↓↓↓

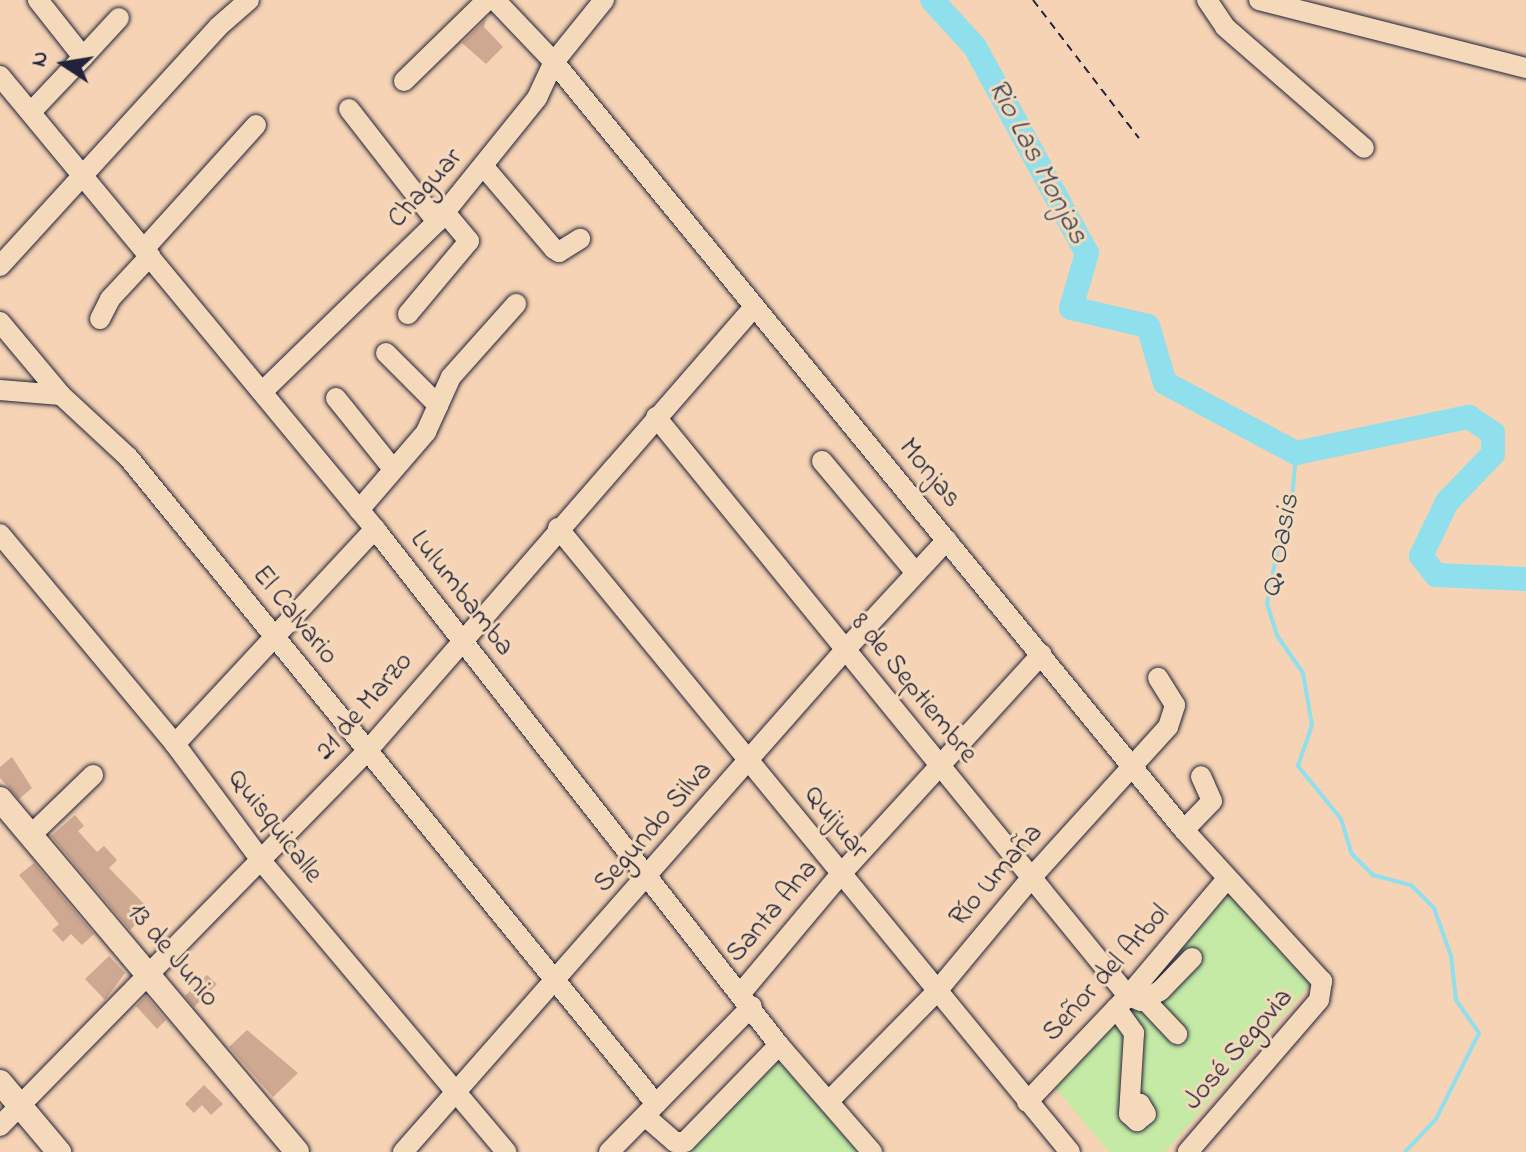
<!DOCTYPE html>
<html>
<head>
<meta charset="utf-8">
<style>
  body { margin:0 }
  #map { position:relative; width:1526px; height:1152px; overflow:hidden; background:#f5d3b4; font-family:"Indie Flower",sans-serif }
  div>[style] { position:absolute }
  .green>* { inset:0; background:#c4eaa5 }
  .stream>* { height:4px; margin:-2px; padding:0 2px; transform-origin:2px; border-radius:2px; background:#90dfed }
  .river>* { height:24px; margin:-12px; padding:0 12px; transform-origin:12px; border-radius:12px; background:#90dfed }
  .building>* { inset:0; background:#cea890 }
  .path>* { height:2px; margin-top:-1px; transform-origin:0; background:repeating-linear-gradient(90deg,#22223b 0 8px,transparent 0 14px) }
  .roads { filter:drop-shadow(0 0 2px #22223b) drop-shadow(0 0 2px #22223b) }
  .minor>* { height:20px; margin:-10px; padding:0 10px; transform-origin:10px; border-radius:10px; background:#f5d9bb }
  .major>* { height:24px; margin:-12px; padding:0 12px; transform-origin:12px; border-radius:12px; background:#f5d9bb }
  span { translate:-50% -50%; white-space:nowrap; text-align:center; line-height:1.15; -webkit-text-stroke:6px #f5d9bb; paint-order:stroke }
  .street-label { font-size:28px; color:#22223b }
  .water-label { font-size:30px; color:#38485f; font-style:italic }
  .north { position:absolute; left:24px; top:24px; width:80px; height:80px; -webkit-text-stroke:6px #f5d9bb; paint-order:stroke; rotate:282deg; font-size:22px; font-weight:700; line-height:32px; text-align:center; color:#22223b }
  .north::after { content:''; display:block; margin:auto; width:28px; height:36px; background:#22223b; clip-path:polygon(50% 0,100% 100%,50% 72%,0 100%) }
</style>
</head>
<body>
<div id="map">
  <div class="green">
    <i style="clip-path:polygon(1237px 880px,1320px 973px,1165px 1152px,1109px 1152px,1053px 1085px)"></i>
    <i style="clip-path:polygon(781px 1061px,860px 1152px,688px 1152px,771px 1063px)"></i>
  </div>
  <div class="stream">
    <i style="left:1296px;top:453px;width:70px;rotate:94.9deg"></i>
    <i style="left:1290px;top:523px;width:22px;rotate:120deg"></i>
    <i style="left:1279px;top:542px;width:63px;rotate:101deg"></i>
    <i style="left:1267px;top:604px;width:35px;rotate:72deg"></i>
    <i style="left:1278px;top:637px;width:44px;rotate:55.2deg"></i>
    <i style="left:1303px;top:673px;width:53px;rotate:80.2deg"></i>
    <i style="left:1312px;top:725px;width:43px;rotate:108.9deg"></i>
    <i style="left:1298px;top:766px;width:68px;rotate:50.9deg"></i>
    <i style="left:1341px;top:819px;width:37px;rotate:73deg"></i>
    <i style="left:1352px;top:854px;width:30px;rotate:45deg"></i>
    <i style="left:1373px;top:875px;width:39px;rotate:15deg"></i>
    <i style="left:1411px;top:885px;width:33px;rotate:45deg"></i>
    <i style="left:1434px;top:908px;width:51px;rotate:70.5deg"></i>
    <i style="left:1451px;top:956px;width:44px;rotate:83.5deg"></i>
    <i style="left:1456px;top:1000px;width:40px;rotate:55.1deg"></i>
    <i style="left:1479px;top:1033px;width:96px;rotate:116.6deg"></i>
    <i style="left:1436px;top:1119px;width:45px;rotate:133.2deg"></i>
  </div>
  <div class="river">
    <i style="left:932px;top:0;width:64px;rotate:47.5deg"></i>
    <i style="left:975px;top:47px;width:234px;rotate:61.5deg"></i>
    <i style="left:1087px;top:253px;width:57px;rotate:106.2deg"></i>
    <i style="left:1071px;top:308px;width:79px;rotate:13.2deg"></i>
    <i style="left:1148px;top:326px;width:59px;rotate:73.4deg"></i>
    <i style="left:1165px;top:383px;width:149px;rotate:28.1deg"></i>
    <i style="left:1296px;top:453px;width:177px;rotate:-11.8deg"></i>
    <i style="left:1469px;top:417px;width:29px;rotate:34deg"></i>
    <i style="left:1493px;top:433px;width:21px;rotate:90deg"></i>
    <i style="left:1493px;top:454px;width:66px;rotate:133.8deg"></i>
    <i style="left:1447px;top:502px;width:60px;rotate:115.7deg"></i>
    <i style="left:1421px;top:556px;width:24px;rotate:52deg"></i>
    <i style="left:1436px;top:575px;width:90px;rotate:2.5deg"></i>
  </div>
  <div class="building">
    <i style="clip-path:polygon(486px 19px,484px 27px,503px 47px,486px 64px,462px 43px)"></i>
    <i style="clip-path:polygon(12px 757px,32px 788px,19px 799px,0 778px,0 767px)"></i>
    <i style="clip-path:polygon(75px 815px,84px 826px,78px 831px,97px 852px,104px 846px,117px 860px,109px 868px,150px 910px,130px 930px,51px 836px)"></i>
    <i style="clip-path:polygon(34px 863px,94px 934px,82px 945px,71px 934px,63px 942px,52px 930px,59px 924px,19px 875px)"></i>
    <i style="clip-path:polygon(109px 956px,125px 973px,105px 1000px,85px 979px)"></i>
    <i style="clip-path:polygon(207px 975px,217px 984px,194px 1007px,185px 996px)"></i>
    <i style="clip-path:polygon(146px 996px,166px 1020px,157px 1029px,136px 1006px)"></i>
    <i style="clip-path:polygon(247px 1030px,298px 1073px,273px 1097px,229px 1047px)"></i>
    <i style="clip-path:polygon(204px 1085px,223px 1104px,211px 1115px,202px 1105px,194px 1113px,185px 1104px)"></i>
  </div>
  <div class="path">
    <i style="left:1033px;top:0;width:174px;rotate:52.5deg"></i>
  </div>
  <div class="roads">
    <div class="minor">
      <i style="left:495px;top:0;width:86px;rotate:46.4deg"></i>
      <i style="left:554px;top:62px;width:993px;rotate:50.64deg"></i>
      <i style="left:1184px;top:830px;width:205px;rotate:47.6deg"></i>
      <i style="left:1322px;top:981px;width:19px;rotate:99deg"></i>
      <i style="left:1319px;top:1000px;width:201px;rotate:130.8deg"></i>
      <i style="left:1207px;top:0;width:32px;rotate:56deg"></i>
      <i style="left:1225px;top:27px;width:184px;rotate:41deg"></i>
      <i style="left:1259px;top:0;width:276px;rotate:14.3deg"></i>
      <i style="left:83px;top:57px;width:53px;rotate:-47.3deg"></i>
      <i style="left:0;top:76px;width:588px;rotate:50.38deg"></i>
      <i style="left:375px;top:529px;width:655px;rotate:51.94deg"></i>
      <i style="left:779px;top:1045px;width:142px;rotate:49deg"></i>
      <i style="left:404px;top:81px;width:116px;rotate:-44.3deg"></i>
      <i style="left:349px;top:109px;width:143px;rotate:52.1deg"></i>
      <i style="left:31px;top:112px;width:76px;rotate:-46.6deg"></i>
      <i style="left:83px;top:57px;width:73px;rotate:-128.3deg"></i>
      <i style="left:484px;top:167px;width:108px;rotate:49.5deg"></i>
      <i style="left:554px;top:249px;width:6px;rotate:31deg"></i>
      <i style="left:559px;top:252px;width:25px;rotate:-32deg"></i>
      <i style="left:144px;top:249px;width:167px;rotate:-47.9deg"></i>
      <i style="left:0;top:266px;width:323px;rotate:-47.6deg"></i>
      <i style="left:218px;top:27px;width:41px;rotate:-41.1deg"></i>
      <i style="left:408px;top:314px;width:95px;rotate:-50.1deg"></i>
      <i style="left:469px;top:241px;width:38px;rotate:-130deg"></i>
      <i style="left:100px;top:319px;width:22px;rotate:-63deg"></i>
      <i style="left:110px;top:299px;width:59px;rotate:-47.1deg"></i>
      <i style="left:0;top:322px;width:95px;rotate:50.1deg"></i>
      <i style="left:61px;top:395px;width:91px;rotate:42.8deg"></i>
      <i style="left:128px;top:457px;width:835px;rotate:50.78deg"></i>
      <i style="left:386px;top:353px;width:74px;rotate:45deg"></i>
      <i style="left:0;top:390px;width:61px;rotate:4.7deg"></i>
      <i style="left:262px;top:392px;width:244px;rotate:-44.2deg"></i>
      <i style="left:437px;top:222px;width:159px;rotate:-51.1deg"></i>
      <i style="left:537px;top:98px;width:40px;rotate:-65deg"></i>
      <i style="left:554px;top:62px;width:80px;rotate:-51.1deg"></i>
      <i style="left:336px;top:398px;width:91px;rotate:51.2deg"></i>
      <i style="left:656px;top:417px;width:747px;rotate:50.81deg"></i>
      <i style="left:1128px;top:996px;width:14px;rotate:21deg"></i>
      <i style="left:1141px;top:1001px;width:21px;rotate:-28deg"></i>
      <i style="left:1160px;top:991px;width:46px;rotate:-45.9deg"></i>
      <i style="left:822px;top:461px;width:146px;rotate:50deg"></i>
      <i style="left:359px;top:510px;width:103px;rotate:-49.3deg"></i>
      <i style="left:426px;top:432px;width:60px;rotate:-65.6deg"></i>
      <i style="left:451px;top:377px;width:98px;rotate:-48.3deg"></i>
      <i style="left:558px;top:528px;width:807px;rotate:50.63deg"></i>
      <i style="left:0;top:534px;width:273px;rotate:50.2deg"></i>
      <i style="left:175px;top:744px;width:148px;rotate:53.5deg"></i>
      <i style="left:263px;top:863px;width:378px;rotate:49.9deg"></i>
      <i style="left:175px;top:744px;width:294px;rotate:-47.1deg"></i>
      <i style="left:1184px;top:830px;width:40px;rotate:-46deg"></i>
      <i style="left:1212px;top:801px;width:27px;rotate:-114deg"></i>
      <i style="left:32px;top:834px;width:85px;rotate:-44deg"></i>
      <i style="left:741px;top:993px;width:154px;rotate:-50deg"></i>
      <i style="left:840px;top:875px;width:299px;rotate:-47.6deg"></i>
      <i style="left:1145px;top:1000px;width:47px;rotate:46.7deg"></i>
      <i style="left:1116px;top:1008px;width:31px;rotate:54deg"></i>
      <i style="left:1134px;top:1033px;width:81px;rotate:93.5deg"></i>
      <i style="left:1129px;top:1114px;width:11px;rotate:41deg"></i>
      <i style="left:1137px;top:1121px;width:11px;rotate:-38deg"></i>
      <i style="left:1146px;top:1114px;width:12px;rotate:-121deg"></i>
      <i style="left:1140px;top:1104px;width:11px;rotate:158deg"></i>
      <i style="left:829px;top:1101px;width:154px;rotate:-45.5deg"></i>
      <i style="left:937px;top:991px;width:147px;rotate:-50.2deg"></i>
      <i style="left:1031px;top:878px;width:204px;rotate:-47.8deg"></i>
      <i style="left:1168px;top:727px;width:23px;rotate:-72deg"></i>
      <i style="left:1175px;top:705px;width:32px;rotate:-122deg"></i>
      <i style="left:1027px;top:1102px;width:146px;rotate:-46.4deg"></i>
      <i style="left:1128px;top:996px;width:152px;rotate:-49.8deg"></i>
      <i style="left:645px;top:1116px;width:40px;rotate:41deg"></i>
      <i style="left:675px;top:1142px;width:10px"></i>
      <i style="left:685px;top:1142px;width:135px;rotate:-45.9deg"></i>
      <i style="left:0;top:1126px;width:528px;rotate:-45.61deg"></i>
      <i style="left:369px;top:749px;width:586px;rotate:-48.94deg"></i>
      <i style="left:403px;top:1152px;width:669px;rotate:-48.64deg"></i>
      <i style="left:845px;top:650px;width:150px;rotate:-47.2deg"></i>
      <i style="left:609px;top:1152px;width:204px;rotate:-45.6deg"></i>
    </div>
    <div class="major">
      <i style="left:0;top:799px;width:461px;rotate:49.9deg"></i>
      <i style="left:0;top:1082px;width:92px;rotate:49.9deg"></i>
    </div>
  </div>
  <div class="street-label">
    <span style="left:426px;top:189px;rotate:-48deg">Chaguar</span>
    <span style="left:929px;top:474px;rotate:50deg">Monjas</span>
    <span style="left:461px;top:594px;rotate:52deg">Lulumbamba</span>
    <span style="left:294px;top:616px;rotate:51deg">El Calvario</span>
    <span style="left:913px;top:689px;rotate:51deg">8 de Septiembre</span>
    <span style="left:365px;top:707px;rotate:-49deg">21 de Marzo</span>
    <span style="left:835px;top:823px;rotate:51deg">Quijuar</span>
    <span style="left:274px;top:827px;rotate:52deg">Quisquicalle</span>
    <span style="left:654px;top:828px;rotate:-49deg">Segundo Silva</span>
    <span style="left:997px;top:876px;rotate:-49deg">Río Umaña</span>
    <span style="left:773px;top:912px;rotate:-50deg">Santa Ana</span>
    <span style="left:172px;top:956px;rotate:50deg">13 de Junio</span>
    <span style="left:1107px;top:974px;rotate:-48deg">Señor del Arbol</span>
    <span style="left:1239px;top:1050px;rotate:-49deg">José Segovia</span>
  </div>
  <div class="water-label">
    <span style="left:1037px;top:162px;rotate:62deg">Rio Las Monjas</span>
    <span style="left:1281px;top:546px;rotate:-79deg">Q. Oasis</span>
  </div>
  <div class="north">N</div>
</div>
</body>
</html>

↑↑↑

PROMPT: Going through the data above, count the lines where the string "stream" appears, and answer with only that number.

COMPLETED TASK: 2